Looking forward to hearing from you ( I am kind of stuck in this limbo, and I need to decide if keep using judge or look for some other alternative and solution).
@Dinuz @joecorcoran, I can confirm that this bug is definitely happening. I set up a basic app to test #38 against. and I ended up setting presence and uniqueness on the attribute. This and #42 seem to be the same issue. I'm just about finished up on #38 and then i was going to start digging into this. As @Dinuz mentioned before #23 might also be tied to this. but i haven't given that issue enough attention to say for sure
@dannysperry I saw you merged some new code! Just curious is the code to solve this issue?
@Dinuz Yes it looks like PR #49 fixed this
@joecorcoran
Hi Joe, This is kind of super weird. I follow your suggestions to add a custom validation (it is an asyncronous validator - need to perform a call to the server in order to check the presence of a specific parameter in a model).
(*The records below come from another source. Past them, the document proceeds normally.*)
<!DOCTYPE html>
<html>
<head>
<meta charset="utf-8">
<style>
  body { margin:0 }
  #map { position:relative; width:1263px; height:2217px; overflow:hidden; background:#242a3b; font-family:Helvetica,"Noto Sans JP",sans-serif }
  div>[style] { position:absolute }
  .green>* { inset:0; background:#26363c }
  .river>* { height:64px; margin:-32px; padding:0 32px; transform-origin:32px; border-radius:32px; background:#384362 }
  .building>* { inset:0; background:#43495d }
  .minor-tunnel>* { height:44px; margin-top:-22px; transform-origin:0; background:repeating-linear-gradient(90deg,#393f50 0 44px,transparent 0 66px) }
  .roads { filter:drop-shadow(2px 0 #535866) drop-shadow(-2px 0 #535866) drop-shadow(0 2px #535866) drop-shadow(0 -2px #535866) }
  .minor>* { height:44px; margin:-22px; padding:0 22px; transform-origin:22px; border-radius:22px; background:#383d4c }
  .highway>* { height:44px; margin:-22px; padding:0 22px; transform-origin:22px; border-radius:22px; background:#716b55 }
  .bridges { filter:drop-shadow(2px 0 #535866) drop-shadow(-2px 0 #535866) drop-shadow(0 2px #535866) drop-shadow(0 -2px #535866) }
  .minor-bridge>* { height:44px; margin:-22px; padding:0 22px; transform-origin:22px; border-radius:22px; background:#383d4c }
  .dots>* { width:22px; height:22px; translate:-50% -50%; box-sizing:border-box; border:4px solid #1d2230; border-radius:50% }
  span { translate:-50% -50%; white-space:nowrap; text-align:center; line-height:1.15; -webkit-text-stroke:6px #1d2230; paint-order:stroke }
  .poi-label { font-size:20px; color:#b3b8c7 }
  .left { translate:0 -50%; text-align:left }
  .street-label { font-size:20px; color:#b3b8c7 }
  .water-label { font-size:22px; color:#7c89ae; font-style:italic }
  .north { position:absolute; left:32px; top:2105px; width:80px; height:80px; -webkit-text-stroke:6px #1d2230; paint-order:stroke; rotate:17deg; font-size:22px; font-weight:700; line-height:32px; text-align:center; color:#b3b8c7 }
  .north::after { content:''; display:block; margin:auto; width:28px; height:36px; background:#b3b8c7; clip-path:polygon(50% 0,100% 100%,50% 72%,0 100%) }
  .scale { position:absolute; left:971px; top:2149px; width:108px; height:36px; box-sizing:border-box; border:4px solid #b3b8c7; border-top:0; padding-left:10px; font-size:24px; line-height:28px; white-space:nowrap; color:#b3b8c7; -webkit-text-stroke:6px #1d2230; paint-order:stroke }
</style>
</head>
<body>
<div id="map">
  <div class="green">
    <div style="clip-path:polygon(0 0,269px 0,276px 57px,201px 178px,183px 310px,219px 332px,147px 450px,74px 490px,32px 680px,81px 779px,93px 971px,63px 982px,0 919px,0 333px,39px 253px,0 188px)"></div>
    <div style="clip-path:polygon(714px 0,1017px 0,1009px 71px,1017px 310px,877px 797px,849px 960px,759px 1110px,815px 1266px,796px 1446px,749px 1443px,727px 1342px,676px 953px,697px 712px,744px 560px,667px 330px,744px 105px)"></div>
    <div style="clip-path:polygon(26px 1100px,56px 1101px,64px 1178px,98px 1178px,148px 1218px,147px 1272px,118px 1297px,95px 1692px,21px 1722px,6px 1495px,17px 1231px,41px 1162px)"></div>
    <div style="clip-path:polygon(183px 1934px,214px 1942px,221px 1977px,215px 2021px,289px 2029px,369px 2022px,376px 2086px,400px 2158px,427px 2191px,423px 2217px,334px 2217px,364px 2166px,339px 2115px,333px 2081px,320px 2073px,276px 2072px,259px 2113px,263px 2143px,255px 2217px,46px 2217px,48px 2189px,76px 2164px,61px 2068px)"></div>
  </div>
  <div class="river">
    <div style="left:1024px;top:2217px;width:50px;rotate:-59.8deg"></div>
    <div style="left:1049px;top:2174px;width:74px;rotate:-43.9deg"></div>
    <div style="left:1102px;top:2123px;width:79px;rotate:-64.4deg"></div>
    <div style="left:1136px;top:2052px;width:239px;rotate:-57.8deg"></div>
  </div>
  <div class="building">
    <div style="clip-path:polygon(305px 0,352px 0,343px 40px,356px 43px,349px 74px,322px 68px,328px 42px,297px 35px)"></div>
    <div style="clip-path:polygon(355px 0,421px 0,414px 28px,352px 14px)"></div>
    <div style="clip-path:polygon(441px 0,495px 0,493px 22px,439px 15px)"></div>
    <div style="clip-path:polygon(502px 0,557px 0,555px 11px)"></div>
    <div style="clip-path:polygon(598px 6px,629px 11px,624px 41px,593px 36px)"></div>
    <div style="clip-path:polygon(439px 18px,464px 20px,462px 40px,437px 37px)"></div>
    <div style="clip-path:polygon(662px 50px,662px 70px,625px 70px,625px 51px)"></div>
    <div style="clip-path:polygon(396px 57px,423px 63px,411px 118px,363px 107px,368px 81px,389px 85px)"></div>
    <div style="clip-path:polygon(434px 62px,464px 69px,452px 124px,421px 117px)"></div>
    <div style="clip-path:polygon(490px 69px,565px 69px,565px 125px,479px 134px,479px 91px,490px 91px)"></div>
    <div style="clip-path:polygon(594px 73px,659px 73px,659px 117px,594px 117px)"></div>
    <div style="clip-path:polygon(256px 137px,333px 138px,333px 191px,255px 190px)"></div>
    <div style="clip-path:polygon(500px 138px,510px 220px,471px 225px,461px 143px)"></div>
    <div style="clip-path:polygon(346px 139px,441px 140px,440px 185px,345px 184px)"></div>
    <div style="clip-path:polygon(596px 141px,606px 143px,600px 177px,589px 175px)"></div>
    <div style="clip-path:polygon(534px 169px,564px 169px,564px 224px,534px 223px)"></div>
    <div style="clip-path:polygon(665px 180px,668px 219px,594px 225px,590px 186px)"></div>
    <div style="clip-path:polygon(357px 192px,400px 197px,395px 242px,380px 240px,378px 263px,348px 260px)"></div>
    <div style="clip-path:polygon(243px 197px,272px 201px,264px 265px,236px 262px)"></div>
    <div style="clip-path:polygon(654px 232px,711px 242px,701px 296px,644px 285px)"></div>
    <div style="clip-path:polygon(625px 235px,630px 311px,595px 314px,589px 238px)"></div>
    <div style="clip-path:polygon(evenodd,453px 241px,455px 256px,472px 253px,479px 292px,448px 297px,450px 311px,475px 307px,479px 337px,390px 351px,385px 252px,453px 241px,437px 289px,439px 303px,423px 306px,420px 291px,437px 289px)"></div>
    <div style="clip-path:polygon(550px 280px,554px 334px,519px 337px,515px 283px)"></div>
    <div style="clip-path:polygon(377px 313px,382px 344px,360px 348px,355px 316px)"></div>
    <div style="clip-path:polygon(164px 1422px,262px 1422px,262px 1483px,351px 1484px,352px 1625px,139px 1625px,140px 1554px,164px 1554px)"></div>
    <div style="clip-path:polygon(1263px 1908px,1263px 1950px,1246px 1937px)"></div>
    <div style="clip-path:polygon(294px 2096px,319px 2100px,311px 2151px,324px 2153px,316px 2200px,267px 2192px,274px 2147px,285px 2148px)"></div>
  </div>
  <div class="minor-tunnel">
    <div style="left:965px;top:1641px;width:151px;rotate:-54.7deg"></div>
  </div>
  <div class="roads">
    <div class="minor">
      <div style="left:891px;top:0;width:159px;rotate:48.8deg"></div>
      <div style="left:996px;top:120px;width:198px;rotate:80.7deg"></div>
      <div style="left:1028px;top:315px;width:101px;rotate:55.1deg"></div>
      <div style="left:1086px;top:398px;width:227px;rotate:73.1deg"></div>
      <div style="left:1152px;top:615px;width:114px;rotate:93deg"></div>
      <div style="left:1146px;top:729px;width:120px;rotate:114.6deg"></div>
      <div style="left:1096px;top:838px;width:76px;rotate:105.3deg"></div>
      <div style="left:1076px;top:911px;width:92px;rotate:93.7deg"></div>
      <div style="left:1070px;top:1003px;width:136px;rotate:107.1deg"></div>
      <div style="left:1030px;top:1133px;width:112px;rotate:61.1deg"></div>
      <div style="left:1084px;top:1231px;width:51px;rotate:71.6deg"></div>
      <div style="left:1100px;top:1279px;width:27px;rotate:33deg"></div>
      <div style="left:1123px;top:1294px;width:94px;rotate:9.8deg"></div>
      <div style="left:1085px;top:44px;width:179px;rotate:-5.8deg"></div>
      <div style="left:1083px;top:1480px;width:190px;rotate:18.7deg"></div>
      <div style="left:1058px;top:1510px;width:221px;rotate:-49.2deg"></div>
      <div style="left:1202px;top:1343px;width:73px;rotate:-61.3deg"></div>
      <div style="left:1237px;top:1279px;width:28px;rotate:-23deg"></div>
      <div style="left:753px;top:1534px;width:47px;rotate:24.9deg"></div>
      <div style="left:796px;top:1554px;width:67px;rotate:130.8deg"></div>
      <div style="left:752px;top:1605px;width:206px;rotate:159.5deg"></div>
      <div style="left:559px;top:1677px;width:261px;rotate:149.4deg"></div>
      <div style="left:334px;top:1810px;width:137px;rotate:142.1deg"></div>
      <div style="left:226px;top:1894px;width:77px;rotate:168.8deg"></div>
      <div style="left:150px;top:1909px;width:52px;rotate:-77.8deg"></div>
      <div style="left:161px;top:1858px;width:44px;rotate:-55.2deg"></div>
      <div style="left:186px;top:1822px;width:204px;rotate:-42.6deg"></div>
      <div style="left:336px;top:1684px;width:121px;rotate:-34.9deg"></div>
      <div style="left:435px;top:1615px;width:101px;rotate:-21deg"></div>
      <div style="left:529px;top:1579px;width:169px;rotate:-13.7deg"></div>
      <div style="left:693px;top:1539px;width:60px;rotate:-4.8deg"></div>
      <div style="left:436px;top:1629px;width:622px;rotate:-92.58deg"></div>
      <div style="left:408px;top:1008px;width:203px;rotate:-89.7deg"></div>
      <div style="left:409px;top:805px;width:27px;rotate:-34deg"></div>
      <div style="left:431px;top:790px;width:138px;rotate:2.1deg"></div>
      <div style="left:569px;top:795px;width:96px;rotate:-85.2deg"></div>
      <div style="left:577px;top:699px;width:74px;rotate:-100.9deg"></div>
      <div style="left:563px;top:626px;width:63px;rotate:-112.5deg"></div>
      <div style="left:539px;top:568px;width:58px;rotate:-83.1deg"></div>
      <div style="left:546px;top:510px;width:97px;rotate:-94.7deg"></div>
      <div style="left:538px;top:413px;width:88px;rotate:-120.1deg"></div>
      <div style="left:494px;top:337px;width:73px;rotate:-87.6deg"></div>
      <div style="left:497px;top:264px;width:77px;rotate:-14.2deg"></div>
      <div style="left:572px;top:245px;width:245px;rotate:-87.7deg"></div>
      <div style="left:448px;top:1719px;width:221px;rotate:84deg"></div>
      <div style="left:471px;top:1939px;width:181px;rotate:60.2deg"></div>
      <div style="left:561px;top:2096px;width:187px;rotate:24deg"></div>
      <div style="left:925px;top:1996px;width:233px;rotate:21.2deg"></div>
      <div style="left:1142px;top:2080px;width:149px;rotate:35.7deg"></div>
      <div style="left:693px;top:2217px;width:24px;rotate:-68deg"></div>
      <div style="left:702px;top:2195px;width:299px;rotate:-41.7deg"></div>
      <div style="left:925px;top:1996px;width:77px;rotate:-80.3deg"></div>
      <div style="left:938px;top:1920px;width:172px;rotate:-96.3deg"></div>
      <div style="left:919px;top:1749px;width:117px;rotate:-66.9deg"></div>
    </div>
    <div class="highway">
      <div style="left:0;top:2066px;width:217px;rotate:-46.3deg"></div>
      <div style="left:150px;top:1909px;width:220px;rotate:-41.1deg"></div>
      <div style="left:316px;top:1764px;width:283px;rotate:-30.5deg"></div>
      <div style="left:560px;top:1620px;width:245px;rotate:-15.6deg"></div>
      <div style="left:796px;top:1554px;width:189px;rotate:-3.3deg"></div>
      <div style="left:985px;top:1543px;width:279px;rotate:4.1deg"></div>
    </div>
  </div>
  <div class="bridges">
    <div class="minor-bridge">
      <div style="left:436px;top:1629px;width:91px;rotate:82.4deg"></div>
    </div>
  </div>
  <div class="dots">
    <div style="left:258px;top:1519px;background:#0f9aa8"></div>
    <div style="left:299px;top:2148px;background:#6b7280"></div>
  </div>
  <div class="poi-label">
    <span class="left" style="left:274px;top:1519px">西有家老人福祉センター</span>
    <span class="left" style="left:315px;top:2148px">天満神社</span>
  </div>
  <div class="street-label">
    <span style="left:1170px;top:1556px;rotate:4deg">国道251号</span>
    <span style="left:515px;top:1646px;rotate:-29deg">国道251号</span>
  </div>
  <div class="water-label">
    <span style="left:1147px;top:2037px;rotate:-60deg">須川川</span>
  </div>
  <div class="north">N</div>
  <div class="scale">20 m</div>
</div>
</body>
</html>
What is weird is that without the custom validator, all the other standard validator present on the model work as a charm, instead when i include my custom validator, it just run it and not more the standard validator.
Maybe I am doing something very wrong, and I need some clarifications or help about it.
The follow are the step that I did:
(1) Created my custom validator in rails (it works fine I tested it on the server side). (2) Added uses_messages :validator_error_name to use the i18n with judge (3) Created my custom validator client side (I put it in a js file called judge-extensions, and I included it in my app.js after judge) :+1:
(4) I added the expose Model, :parameter in the config for the judge
(5) I added my custom validator to my model
Now When I run my code, I see that the custom validator is called, and it works fine (gives error when it need to give error, and give valid when need to be valid). This means that the code is right, except that it become the only validation that runs. I mean with my custom validation, format and presence are completely ignored (are not performed at all, like are not present in the model). If I comment out in the model the custom validator, then the other two are automatically working again.
What I am doing wrong? Because I am doing something wrong for sure.